(Stored data entries)

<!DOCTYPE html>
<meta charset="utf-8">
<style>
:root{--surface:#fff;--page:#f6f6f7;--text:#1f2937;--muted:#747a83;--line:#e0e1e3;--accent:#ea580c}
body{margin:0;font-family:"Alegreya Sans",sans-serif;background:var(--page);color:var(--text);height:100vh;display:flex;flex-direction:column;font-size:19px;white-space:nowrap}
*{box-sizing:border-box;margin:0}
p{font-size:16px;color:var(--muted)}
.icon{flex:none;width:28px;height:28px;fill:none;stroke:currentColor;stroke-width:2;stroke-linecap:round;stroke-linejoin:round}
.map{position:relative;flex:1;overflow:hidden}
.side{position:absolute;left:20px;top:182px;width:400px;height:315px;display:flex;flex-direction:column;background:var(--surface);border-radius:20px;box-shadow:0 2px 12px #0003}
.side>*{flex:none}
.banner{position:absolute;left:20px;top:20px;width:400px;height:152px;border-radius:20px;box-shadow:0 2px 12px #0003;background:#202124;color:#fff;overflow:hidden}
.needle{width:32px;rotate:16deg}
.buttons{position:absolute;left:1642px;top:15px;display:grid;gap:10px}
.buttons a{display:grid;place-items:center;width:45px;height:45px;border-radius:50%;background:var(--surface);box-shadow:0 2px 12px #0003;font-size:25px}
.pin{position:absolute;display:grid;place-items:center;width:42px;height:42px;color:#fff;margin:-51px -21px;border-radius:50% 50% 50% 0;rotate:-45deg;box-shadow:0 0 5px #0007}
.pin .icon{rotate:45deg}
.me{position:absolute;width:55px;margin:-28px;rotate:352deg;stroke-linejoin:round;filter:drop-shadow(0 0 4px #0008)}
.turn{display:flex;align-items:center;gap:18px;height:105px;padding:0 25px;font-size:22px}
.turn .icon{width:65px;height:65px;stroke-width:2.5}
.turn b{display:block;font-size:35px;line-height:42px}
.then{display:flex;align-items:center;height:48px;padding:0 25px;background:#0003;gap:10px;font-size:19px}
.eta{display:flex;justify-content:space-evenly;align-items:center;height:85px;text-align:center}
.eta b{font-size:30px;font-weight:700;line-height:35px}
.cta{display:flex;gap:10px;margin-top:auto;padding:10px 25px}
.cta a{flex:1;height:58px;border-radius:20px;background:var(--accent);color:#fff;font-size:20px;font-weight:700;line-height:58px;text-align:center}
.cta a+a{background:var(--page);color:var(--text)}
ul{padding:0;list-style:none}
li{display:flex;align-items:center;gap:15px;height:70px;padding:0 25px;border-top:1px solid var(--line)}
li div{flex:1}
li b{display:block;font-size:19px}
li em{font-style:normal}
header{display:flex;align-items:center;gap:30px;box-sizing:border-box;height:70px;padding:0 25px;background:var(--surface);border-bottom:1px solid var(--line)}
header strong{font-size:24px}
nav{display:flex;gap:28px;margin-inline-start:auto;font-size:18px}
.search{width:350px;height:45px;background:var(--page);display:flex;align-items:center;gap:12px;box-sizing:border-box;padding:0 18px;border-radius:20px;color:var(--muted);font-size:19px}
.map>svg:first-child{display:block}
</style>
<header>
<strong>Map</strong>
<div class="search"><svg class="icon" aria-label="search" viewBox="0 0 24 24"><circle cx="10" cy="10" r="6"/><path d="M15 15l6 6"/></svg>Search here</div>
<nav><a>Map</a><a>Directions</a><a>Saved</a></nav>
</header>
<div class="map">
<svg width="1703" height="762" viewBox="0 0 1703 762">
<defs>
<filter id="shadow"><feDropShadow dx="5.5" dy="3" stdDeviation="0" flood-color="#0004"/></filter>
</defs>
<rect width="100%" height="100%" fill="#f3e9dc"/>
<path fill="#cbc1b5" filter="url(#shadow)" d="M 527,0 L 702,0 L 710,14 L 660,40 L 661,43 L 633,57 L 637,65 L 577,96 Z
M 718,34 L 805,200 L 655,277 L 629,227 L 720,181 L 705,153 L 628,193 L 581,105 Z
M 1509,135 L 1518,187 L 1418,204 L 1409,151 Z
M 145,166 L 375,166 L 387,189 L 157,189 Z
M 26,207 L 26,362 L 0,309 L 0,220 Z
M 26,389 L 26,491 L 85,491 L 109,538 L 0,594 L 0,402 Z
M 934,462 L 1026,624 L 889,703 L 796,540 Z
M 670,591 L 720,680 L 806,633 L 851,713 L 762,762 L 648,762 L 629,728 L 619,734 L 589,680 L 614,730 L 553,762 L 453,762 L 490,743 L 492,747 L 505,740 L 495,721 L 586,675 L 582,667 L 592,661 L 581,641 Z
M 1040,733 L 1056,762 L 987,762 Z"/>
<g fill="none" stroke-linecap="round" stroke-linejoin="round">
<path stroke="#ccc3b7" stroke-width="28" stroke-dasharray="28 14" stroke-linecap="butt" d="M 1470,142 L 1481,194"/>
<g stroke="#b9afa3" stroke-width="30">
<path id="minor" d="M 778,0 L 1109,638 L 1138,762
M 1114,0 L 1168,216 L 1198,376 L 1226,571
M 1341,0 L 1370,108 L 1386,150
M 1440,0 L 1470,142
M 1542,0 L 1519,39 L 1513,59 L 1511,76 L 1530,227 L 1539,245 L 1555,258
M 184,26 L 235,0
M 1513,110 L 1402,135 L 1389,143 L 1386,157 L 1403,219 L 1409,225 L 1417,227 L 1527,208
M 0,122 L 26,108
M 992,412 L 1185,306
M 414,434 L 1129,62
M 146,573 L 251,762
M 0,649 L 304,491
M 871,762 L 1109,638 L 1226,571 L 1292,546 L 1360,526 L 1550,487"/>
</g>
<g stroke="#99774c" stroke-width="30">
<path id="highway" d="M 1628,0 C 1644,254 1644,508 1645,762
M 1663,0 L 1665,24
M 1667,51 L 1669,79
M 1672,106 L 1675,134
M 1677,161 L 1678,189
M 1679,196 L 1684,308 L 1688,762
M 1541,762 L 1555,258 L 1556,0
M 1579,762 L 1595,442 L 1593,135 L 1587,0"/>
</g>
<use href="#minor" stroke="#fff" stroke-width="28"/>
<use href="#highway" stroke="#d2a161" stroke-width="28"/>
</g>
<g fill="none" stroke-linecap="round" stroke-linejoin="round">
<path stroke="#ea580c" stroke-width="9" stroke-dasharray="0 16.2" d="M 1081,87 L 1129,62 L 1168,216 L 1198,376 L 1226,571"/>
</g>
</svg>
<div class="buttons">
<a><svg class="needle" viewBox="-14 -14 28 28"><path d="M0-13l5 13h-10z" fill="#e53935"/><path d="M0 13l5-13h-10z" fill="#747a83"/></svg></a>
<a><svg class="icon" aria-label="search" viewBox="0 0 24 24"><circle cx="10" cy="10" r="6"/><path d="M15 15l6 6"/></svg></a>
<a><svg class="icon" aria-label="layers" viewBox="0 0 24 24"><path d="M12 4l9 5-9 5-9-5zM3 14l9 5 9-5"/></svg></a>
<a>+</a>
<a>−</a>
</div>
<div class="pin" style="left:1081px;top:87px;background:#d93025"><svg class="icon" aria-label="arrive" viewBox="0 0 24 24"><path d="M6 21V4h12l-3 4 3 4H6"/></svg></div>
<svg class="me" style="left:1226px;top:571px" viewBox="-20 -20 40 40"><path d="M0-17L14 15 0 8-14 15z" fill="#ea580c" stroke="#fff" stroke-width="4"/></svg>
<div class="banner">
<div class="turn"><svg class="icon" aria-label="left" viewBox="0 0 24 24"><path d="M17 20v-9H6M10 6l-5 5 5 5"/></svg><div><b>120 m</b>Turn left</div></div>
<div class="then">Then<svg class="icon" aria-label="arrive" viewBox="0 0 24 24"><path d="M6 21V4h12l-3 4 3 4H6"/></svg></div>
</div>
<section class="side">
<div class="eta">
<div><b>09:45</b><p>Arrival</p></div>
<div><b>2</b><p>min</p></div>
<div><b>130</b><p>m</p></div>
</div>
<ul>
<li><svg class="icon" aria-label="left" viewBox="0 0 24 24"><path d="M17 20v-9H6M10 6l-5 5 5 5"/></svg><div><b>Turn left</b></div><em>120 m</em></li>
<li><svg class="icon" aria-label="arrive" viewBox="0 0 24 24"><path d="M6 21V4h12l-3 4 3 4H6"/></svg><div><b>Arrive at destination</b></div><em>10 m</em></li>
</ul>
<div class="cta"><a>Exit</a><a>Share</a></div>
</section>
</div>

Exercise objective
Only the lines that contain the string "hidden" are to be copied from the records.

Answer to this exercise
.map{position:relative;flex:1;overflow:hidden}
.banner{position:absolute;left:20px;top:20px;width:400px;height:152px;border-radius:20px;box-shadow:0 2px 12px #0003;background:#202124;color:#fff;overflow:hidden}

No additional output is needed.